Problem description:
Every record below must be copied exactly, with images dropped.

START Data to process

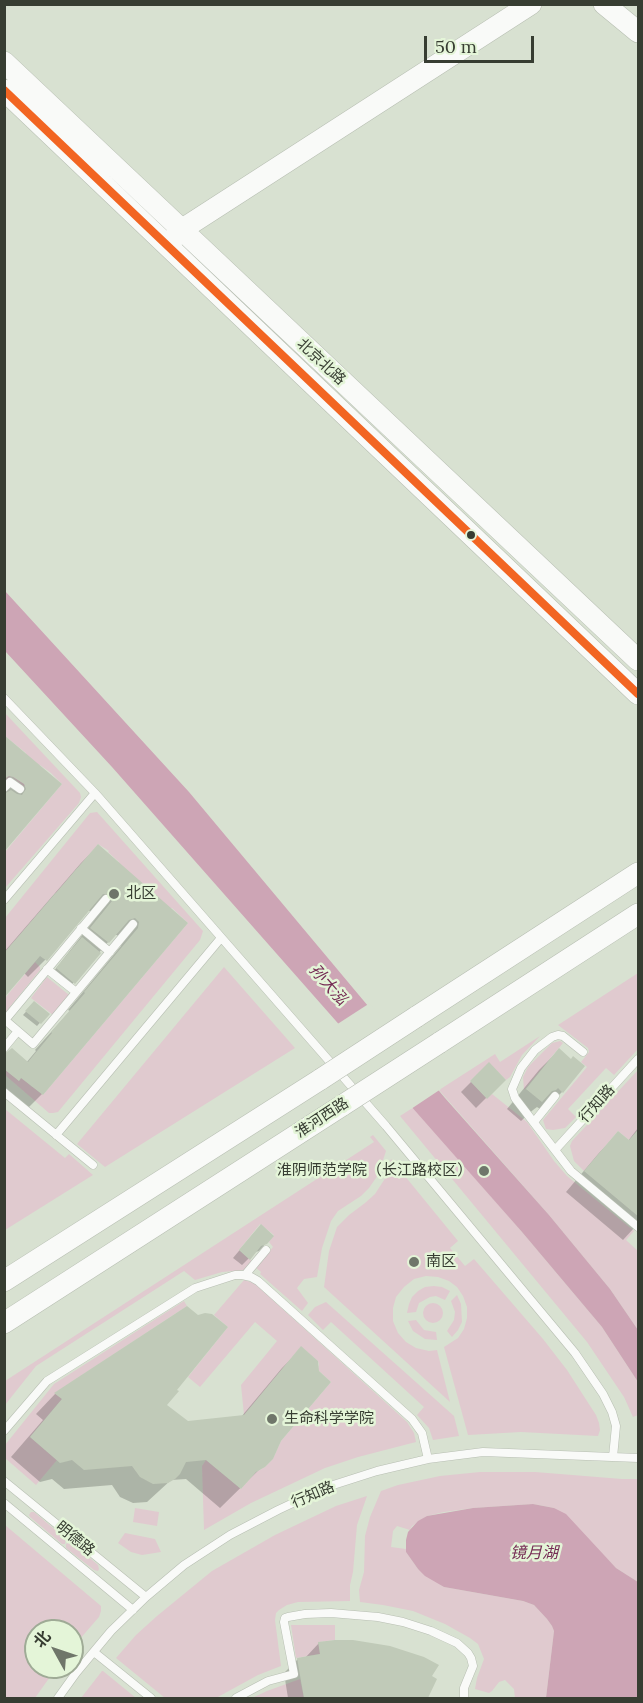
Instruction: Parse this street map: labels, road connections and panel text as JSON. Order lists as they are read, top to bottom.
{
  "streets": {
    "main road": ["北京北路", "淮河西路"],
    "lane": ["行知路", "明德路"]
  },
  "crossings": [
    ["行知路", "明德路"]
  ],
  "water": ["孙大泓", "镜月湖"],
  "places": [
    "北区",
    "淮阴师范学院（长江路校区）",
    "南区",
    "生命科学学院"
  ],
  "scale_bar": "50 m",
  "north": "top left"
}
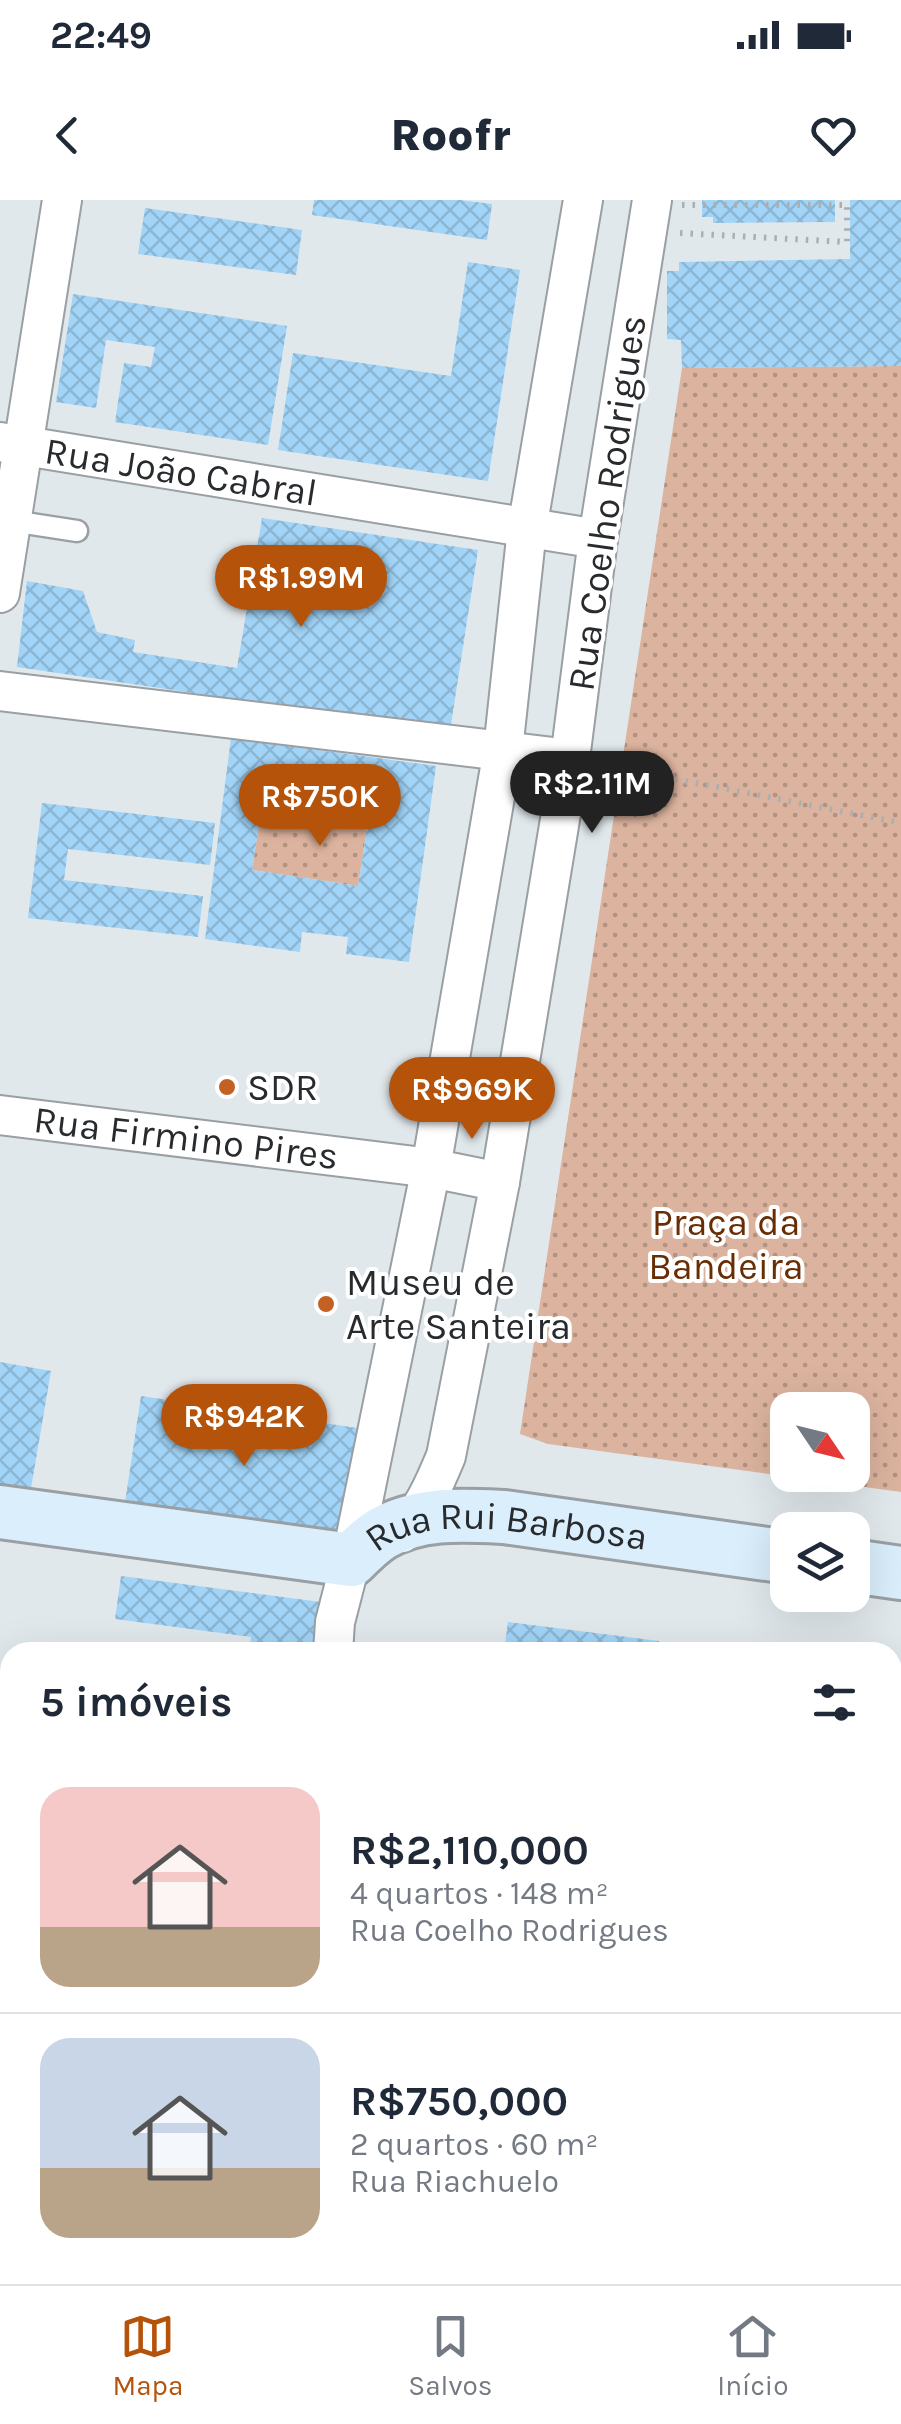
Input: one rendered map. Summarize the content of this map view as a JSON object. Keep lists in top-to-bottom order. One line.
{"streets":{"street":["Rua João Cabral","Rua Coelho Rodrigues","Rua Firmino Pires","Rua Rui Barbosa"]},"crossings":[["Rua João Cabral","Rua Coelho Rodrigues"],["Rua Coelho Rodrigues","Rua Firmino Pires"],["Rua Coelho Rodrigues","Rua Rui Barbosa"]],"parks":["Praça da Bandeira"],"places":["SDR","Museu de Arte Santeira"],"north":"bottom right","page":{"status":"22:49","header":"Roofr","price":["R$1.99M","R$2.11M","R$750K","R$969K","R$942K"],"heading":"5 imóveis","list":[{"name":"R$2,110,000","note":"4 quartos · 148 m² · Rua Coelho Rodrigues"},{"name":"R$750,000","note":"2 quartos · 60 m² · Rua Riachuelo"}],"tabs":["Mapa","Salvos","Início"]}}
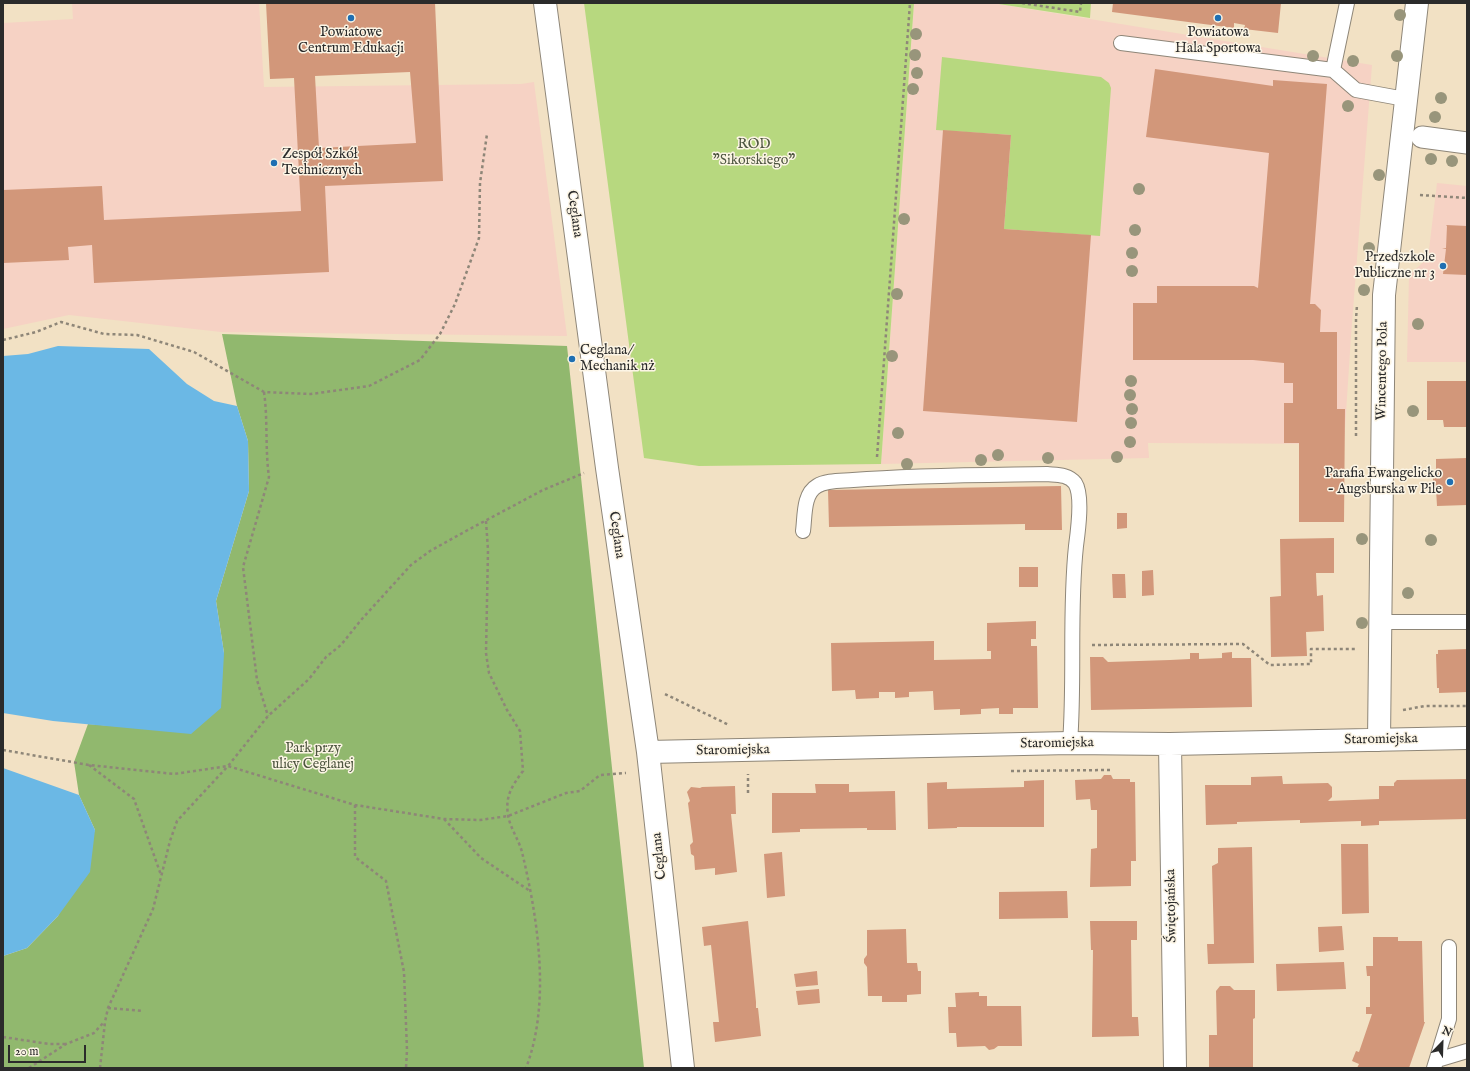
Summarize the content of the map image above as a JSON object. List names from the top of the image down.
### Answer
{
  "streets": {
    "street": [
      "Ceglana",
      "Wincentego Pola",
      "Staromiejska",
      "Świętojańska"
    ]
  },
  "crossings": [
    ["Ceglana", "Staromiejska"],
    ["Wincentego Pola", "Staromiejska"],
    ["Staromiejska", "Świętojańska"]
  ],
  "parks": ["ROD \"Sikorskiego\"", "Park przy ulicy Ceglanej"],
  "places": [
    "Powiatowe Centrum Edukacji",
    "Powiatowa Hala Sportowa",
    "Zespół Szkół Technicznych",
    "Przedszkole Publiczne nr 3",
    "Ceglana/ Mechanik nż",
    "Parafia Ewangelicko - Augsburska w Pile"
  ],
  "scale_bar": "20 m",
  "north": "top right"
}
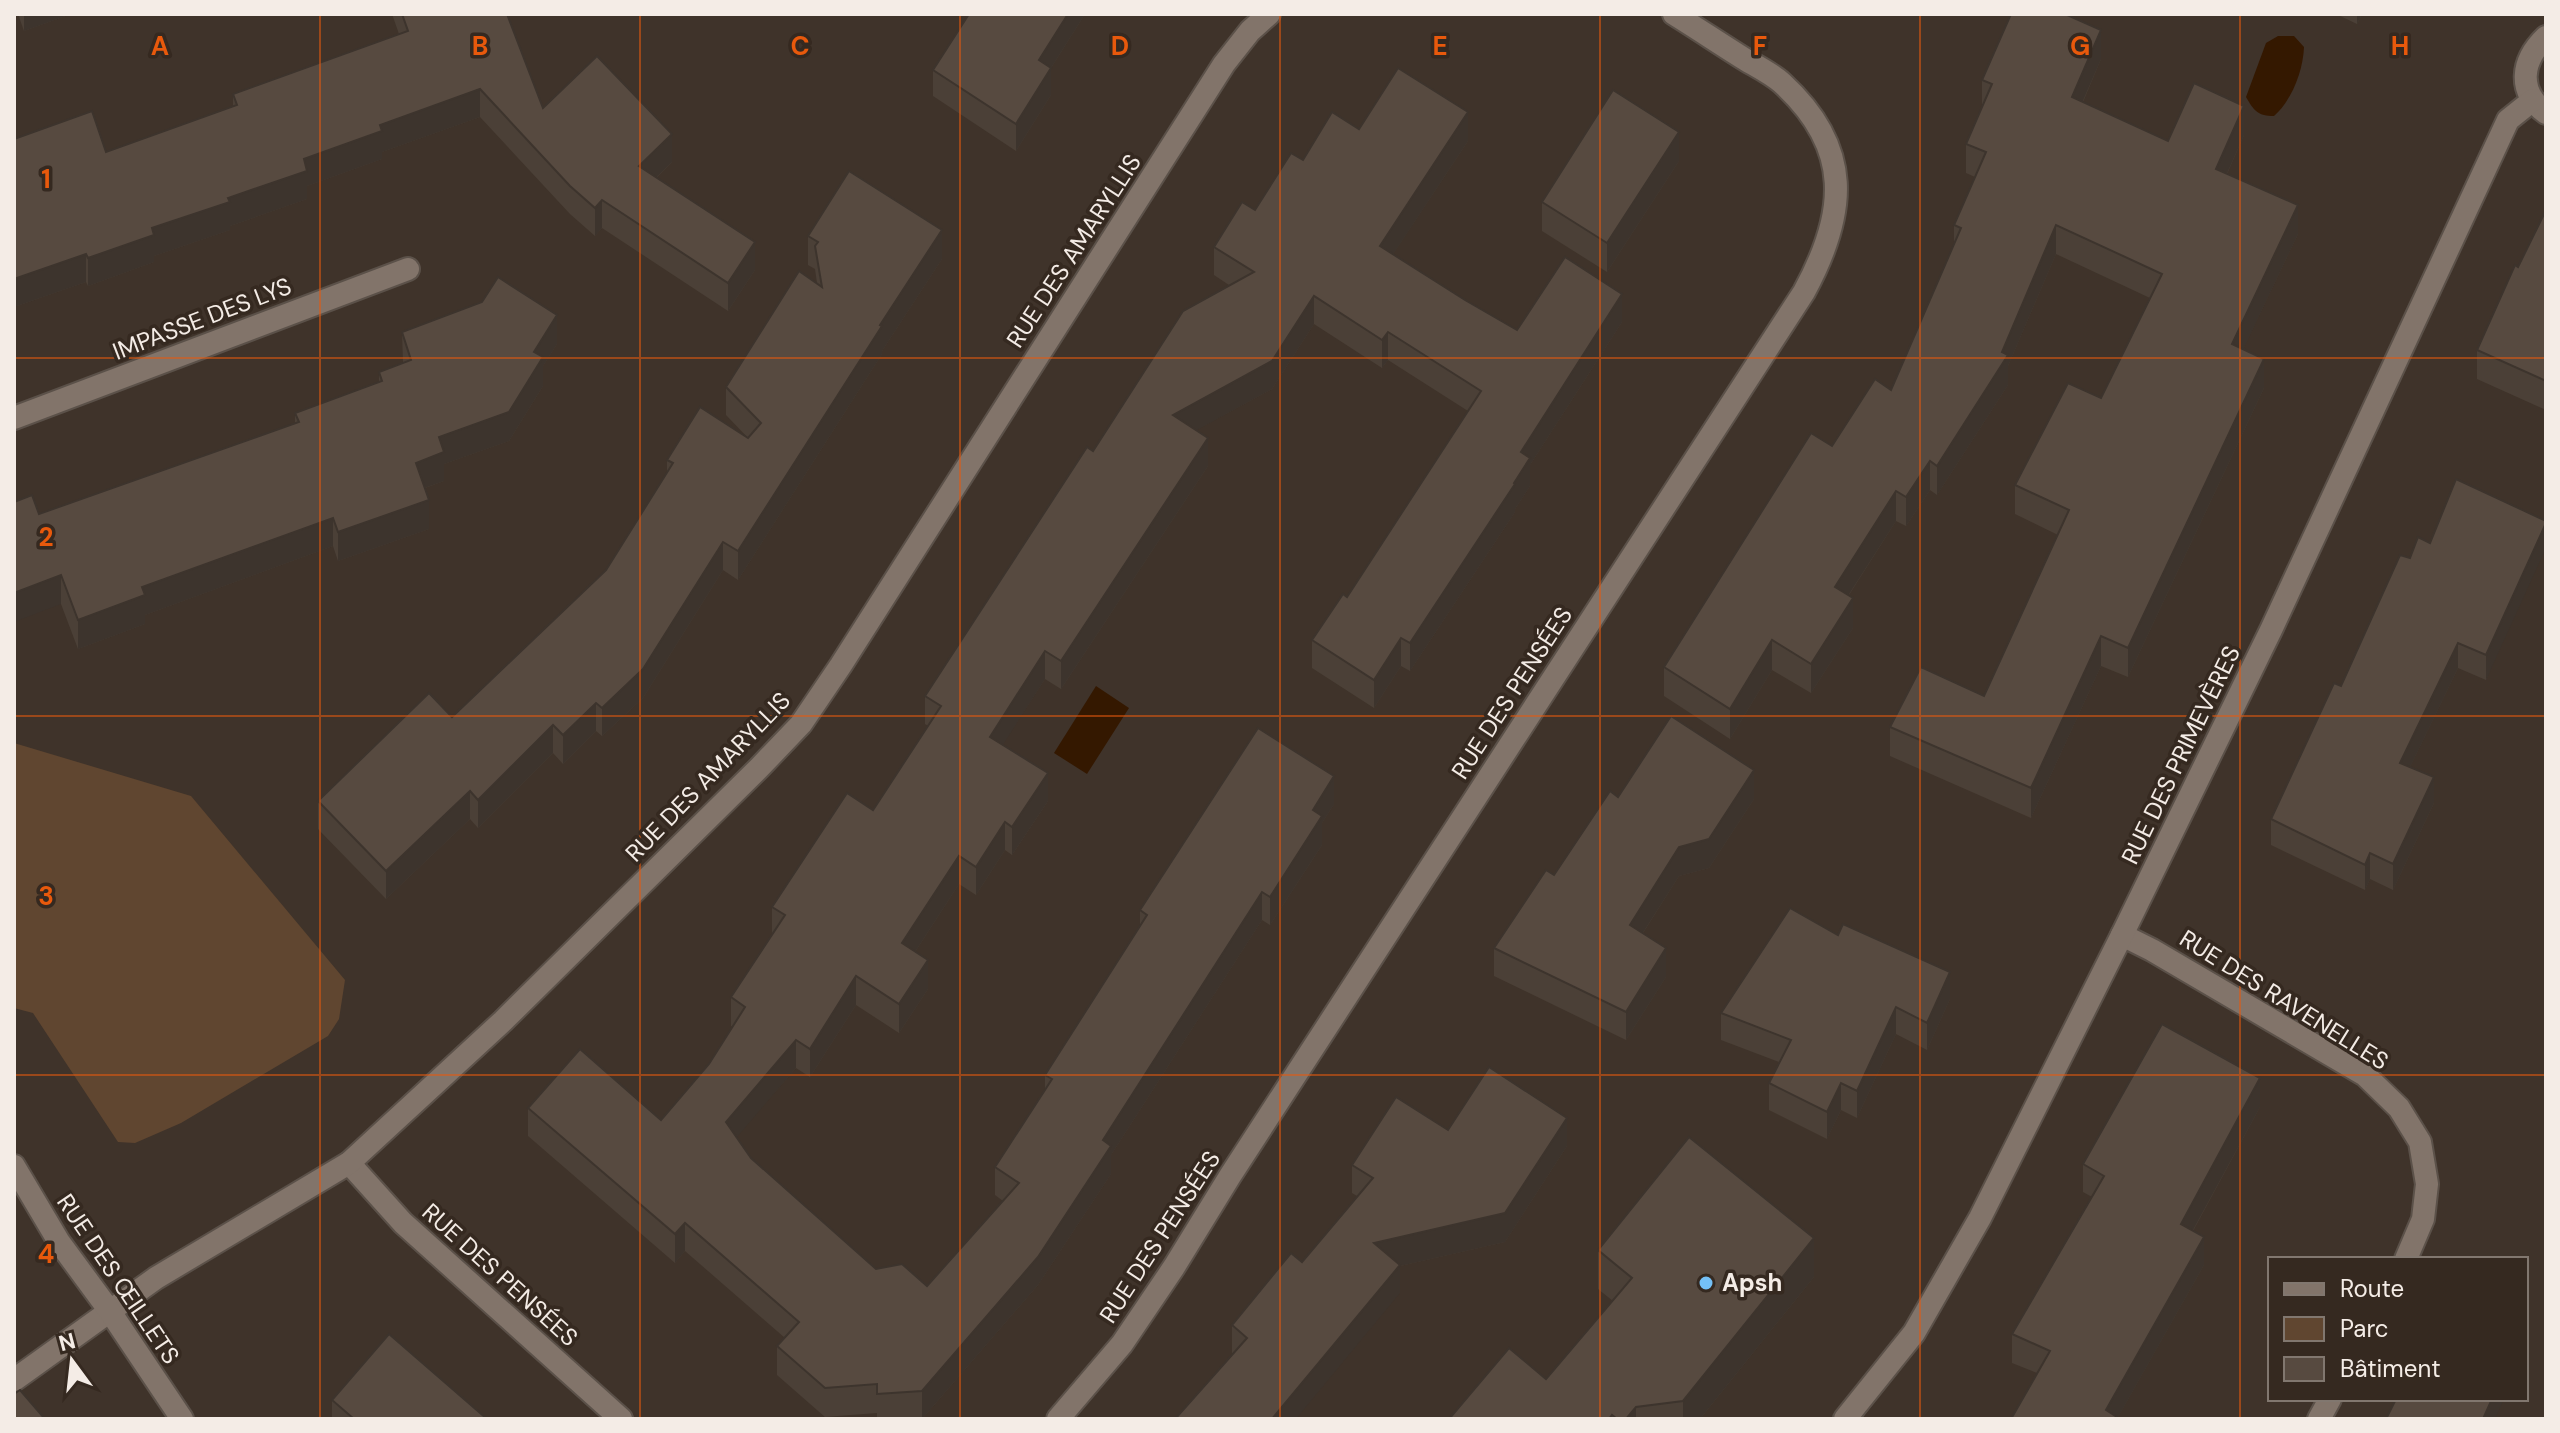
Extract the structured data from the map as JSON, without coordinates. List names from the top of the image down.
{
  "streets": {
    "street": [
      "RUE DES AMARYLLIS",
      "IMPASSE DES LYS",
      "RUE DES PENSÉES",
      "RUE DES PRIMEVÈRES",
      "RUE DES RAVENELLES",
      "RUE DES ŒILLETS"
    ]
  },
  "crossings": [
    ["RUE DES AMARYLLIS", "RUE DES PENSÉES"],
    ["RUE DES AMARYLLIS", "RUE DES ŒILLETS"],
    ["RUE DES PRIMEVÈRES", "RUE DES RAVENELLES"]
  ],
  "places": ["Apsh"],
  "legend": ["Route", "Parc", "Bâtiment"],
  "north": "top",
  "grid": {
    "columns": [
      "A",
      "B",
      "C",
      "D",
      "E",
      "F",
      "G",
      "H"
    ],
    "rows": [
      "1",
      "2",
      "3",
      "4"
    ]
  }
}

END Data to process

Answer section:
Instruction: Parse this street map: labels, road connections and panel text as JSON. Order lists as they are read, top to bottom.
{
  "streets": {
    "main road": ["北京北路", "淮河西路"],
    "lane": ["行知路", "明德路"]
  },
  "crossings": [
    ["行知路", "明德路"]
  ],
  "water": ["孙大泓", "镜月湖"],
  "places": [
    "北区",
    "淮阴师范学院（长江路校区）",
    "南区",
    "生命科学学院"
  ],
  "scale_bar": "50 m",
  "north": "top left"
}
Input: one rendered map. Summarize the content of this map view as a JSON object. Keep lists in top-to-bottom order. One line.
{"streets":{"street":["Rua João Cabral","Rua Coelho Rodrigues","Rua Firmino Pires","Rua Rui Barbosa"]},"crossings":[["Rua João Cabral","Rua Coelho Rodrigues"],["Rua Coelho Rodrigues","Rua Firmino Pires"],["Rua Coelho Rodrigues","Rua Rui Barbosa"]],"parks":["Praça da Bandeira"],"places":["SDR","Museu de Arte Santeira"],"north":"bottom right","page":{"status":"22:49","header":"Roofr","price":["R$1.99M","R$2.11M","R$750K","R$969K","R$942K"],"heading":"5 imóveis","list":[{"name":"R$2,110,000","note":"4 quartos · 148 m² · Rua Coelho Rodrigues"},{"name":"R$750,000","note":"2 quartos · 60 m² · Rua Riachuelo"}],"tabs":["Mapa","Salvos","Início"]}}
Summarize the content of the map image above as a JSON object. List names from the top of the image down.
### Answer
{
  "streets": {
    "street": [
      "Ceglana",
      "Wincentego Pola",
      "Staromiejska",
      "Świętojańska"
    ]
  },
  "crossings": [
    ["Ceglana", "Staromiejska"],
    ["Wincentego Pola", "Staromiejska"],
    ["Staromiejska", "Świętojańska"]
  ],
  "parks": ["ROD \"Sikorskiego\"", "Park przy ulicy Ceglanej"],
  "places": [
    "Powiatowe Centrum Edukacji",
    "Powiatowa Hala Sportowa",
    "Zespół Szkół Technicznych",
    "Przedszkole Publiczne nr 3",
    "Ceglana/ Mechanik nż",
    "Parafia Ewangelicko - Augsburska w Pile"
  ],
  "scale_bar": "20 m",
  "north": "top right"
}
Extract the structured data from the map as JSON, without coordinates. List names from the top of the image down.
{
  "streets": {
    "street": [
      "RUE DES AMARYLLIS",
      "IMPASSE DES LYS",
      "RUE DES PENSÉES",
      "RUE DES PRIMEVÈRES",
      "RUE DES RAVENELLES",
      "RUE DES ŒILLETS"
    ]
  },
  "crossings": [
    ["RUE DES AMARYLLIS", "RUE DES PENSÉES"],
    ["RUE DES AMARYLLIS", "RUE DES ŒILLETS"],
    ["RUE DES PRIMEVÈRES", "RUE DES RAVENELLES"]
  ],
  "places": ["Apsh"],
  "legend": ["Route", "Parc", "Bâtiment"],
  "north": "top",
  "grid": {
    "columns": [
      "A",
      "B",
      "C",
      "D",
      "E",
      "F",
      "G",
      "H"
    ],
    "rows": [
      "1",
      "2",
      "3",
      "4"
    ]
  }
}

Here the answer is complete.